While Jura Tripper is primarily based on the 1888 novel Two Year's Vacation by Jules Verne, it is also partly inspired by the 1912 novel The Lost World by Arthur Conan Doyle.
The plot goes as follows: a group of school kids are out on a boat trip one day when they're suddenly summoned to another world. What was meant to be an ordinary vacation ends up being an ardous journey as the children have to fend for themselves in a world that's unrecognizable to them and get caught in the war between humans and dinosaurs. With the help of a talking pterodactyl named Zans, the kids band together to find their way home and unite the people under the same cause along the way.
It originally ran from April 2, 1995 to December 24, 1995, ending at 39 episodes.
Not to be confused with Dinosaur Great War Izenborg, which is also about a war between dinosaurs and humans.
Also not to be confused with Infinite Ryvius, Mujin Wakusei Survive and Astra Lost in Space, which are based on the same Jules Verne novel. Ginga Hyouryuu Vifam was also inspired by the book, to a lesser extent.
Jura Tripper provides examples of:
- Adaptational Diversity: Zig-zagged. The cast of Two Year's Vacation was comprised of white schoolboys and a black boy. The anime adds some female characters to the cast and the cast is more or less monochrome save for a few Ambiguously Brown characters.
- Adaptation Expansion: The schoolboys' home lives and interpersonal relationships are given more focus here.
- Alternate Universe: Planet Noah is a parallel dimension to Earth co-populated by both humans and dinosaurs alike. In the end, the dinosaurs are nearly wiped out by a meteor, but Kashira, Mosar and their friends are able to destroy it before it reaches the planet.
- Adaptation Amalgamation: The anime combines Two Year's Vacation by Jules Verne and The Lost World by Arthur Conan Doyle into one story.
- Animated Adaptation: An odd example where it adapts two completely different novels into one animated series.
- Canon Foreigner: In the original book, all the school kids were young boys. The anime adaptation adds a couple of female characters to the cast, including an Action Girl, Tiger.
- Compressed Adaptation: Because the anime is only 39 episodes long, a chunk of the book's content is left out. Not to mention the focus given to the anime's own original characters.

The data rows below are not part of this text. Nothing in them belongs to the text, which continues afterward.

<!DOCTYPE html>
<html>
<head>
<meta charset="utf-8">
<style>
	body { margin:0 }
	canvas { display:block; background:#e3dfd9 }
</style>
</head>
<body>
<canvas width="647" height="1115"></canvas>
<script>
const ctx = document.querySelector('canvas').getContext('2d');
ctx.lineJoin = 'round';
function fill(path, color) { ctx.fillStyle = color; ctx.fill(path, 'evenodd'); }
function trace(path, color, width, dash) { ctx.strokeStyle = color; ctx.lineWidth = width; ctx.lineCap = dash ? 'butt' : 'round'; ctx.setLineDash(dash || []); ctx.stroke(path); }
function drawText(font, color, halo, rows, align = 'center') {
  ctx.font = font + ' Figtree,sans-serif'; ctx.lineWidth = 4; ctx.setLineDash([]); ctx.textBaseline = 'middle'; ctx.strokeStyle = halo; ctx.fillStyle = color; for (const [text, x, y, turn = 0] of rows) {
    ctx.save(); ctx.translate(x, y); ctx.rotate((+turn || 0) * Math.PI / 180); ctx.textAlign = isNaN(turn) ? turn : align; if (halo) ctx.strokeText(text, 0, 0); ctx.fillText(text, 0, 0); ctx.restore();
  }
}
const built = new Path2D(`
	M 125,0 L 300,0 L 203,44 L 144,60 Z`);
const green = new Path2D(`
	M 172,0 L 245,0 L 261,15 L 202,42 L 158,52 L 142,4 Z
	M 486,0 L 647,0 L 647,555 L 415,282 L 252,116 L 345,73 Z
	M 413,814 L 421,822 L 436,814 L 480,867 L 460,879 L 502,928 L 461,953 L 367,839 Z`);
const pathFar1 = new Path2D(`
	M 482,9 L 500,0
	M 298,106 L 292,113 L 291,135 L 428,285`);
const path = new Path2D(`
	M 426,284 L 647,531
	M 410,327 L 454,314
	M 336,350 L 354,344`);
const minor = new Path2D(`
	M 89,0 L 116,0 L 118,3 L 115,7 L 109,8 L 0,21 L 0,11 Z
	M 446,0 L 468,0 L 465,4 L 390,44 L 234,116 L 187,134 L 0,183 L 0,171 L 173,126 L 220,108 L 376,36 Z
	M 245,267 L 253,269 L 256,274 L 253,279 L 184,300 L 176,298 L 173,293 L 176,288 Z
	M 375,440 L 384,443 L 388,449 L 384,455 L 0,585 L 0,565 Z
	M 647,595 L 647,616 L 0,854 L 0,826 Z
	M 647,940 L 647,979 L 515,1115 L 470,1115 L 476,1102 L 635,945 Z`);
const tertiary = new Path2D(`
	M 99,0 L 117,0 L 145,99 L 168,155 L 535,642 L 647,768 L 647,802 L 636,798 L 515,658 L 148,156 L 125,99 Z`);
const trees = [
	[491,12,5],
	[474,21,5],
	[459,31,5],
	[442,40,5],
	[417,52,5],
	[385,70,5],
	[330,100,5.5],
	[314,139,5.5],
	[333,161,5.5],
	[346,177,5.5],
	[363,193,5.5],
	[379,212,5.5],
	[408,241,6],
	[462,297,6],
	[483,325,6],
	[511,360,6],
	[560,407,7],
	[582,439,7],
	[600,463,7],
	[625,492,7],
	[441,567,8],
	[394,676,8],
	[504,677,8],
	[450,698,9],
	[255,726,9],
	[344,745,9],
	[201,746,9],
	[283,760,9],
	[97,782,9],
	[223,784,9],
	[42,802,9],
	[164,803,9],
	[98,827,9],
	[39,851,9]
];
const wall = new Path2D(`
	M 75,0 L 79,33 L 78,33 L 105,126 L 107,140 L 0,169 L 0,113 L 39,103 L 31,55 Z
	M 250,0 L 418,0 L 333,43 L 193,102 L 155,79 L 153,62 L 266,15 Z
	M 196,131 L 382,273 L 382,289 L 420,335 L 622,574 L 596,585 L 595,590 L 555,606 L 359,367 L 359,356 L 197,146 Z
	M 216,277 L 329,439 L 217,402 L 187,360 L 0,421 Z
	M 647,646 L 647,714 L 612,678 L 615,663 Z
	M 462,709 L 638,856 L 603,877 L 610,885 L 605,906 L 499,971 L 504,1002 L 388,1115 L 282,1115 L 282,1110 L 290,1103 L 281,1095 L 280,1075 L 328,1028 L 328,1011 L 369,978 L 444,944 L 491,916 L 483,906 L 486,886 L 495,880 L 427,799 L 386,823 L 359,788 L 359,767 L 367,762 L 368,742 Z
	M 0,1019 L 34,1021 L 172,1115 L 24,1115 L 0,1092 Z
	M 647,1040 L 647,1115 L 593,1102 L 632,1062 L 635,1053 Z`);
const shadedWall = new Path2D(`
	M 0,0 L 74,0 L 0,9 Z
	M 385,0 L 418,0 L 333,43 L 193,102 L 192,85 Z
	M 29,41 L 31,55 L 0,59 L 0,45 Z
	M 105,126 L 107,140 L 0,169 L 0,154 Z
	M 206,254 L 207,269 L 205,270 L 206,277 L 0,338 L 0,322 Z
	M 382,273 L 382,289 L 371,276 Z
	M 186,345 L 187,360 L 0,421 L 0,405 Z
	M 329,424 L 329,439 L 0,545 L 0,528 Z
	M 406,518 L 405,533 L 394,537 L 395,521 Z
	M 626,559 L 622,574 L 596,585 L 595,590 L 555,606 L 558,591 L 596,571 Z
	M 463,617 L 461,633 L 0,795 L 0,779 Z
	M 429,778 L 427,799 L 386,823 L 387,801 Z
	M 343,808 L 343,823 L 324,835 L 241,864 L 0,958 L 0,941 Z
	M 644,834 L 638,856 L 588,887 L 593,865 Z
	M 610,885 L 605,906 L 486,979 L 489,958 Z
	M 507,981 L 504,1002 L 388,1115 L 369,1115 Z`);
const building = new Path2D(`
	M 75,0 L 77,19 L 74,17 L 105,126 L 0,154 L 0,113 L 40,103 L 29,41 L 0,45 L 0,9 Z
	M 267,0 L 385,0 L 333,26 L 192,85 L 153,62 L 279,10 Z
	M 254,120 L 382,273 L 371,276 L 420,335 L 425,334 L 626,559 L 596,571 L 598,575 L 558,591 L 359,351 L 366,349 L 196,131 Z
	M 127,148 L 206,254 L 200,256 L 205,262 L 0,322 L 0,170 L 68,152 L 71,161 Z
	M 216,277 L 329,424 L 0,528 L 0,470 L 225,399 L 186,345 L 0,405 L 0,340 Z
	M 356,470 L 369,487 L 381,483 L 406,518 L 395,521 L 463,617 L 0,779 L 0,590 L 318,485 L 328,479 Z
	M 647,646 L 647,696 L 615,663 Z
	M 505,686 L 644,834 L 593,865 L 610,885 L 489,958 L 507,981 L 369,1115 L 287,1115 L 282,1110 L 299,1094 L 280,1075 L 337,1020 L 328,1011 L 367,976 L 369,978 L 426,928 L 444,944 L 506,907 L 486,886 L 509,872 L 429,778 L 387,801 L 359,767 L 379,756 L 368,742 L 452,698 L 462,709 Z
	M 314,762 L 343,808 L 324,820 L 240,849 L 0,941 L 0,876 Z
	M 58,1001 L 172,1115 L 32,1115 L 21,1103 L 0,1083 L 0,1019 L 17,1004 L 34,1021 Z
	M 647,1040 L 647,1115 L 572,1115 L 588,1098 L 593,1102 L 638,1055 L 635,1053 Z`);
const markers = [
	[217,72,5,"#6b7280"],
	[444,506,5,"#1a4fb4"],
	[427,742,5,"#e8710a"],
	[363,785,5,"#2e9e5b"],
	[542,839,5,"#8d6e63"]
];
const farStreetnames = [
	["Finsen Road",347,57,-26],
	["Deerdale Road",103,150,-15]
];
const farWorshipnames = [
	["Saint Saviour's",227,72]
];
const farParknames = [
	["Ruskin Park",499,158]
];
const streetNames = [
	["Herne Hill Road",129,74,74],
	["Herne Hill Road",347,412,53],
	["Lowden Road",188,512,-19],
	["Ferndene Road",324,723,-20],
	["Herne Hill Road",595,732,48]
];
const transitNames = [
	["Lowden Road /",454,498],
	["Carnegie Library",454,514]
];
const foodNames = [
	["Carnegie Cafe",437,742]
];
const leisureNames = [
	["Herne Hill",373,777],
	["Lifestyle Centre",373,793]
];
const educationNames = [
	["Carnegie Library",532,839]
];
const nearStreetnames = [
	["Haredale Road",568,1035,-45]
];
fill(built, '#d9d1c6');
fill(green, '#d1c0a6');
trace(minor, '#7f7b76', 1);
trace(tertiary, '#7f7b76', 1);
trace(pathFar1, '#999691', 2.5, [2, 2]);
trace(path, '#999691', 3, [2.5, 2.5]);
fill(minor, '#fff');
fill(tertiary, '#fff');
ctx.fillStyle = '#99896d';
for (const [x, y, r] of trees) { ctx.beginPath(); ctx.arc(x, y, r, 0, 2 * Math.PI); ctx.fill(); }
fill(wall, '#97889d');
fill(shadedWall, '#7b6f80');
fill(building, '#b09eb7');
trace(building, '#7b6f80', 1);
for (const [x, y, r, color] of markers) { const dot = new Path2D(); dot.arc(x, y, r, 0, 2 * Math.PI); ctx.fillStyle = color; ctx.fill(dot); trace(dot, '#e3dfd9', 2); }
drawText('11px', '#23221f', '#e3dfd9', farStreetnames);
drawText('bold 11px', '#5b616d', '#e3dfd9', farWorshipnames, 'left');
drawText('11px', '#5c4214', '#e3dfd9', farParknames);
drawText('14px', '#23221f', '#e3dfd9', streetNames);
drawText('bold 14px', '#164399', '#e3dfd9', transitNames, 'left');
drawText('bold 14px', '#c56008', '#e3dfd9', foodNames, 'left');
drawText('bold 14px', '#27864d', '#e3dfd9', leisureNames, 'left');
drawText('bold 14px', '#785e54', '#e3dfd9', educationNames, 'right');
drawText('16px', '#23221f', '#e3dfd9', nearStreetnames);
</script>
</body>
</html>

- Crapsack World: Planet Noah is ruled by a fascist empire that's apathetic to the suffering of the citizenry and treat dinosaurs like a Slave Race. It also turns out that they've been secretly brainwashed to hate technology by the High Priest, because their Abusive Precursors nearly annihilated the whole race with it, leading the society to be reminiscent of prehistoric Earthern one.
- Earn Your Happy Ending: Both humans and dinosaurs put their differences aside and join hands to fight the High Priest, who's secretly been preserving them all in a Crapsack World by lying that the advancement of technology would bring upon a second apocalypse. After Planet Noah is freed, the kids are able to use the dimension machine to go back home.
- Love Triangle: Kashira and Goddo both have feelings for Hime. She's engaged to Goddo but it is with Kashira who she has her first kiss. Nevertheless, there is no Official Couple at the end.
- Only One Name: None of the character's surnames are revealed. It's also questionable if the names we're told are their actual names, as they're more akin to nicknames (the nerd is called "Otaku", the rich girl is called "Hime", the doctor is called "Hakase", and so on).
- The Reveal: The High Priest is a robot. He opposes technology and the progression of scientific research because in the past, this led to the Ancient Ones committing heinous crimes. He was programmed to prevent such a thing from happening ever again, so he manipulates Planet Noah into being luddites, and when that doesn't work, straight up hypnotizes them.
- Setting Update: The anime takes place in the late 1990s, as opposed to the novel that took place around the 1890s. In other words, a hundred years ahead.
- Talking Animal: Zans and a few dinosaurs can talk. It's apparently a rare genetically inheritable trait.
- Trapped in Another World: The main cast are transported to Planet Noah, a stone-age-esque society ruled by Blood Knights on Schizo Tech filled with dinosaurs.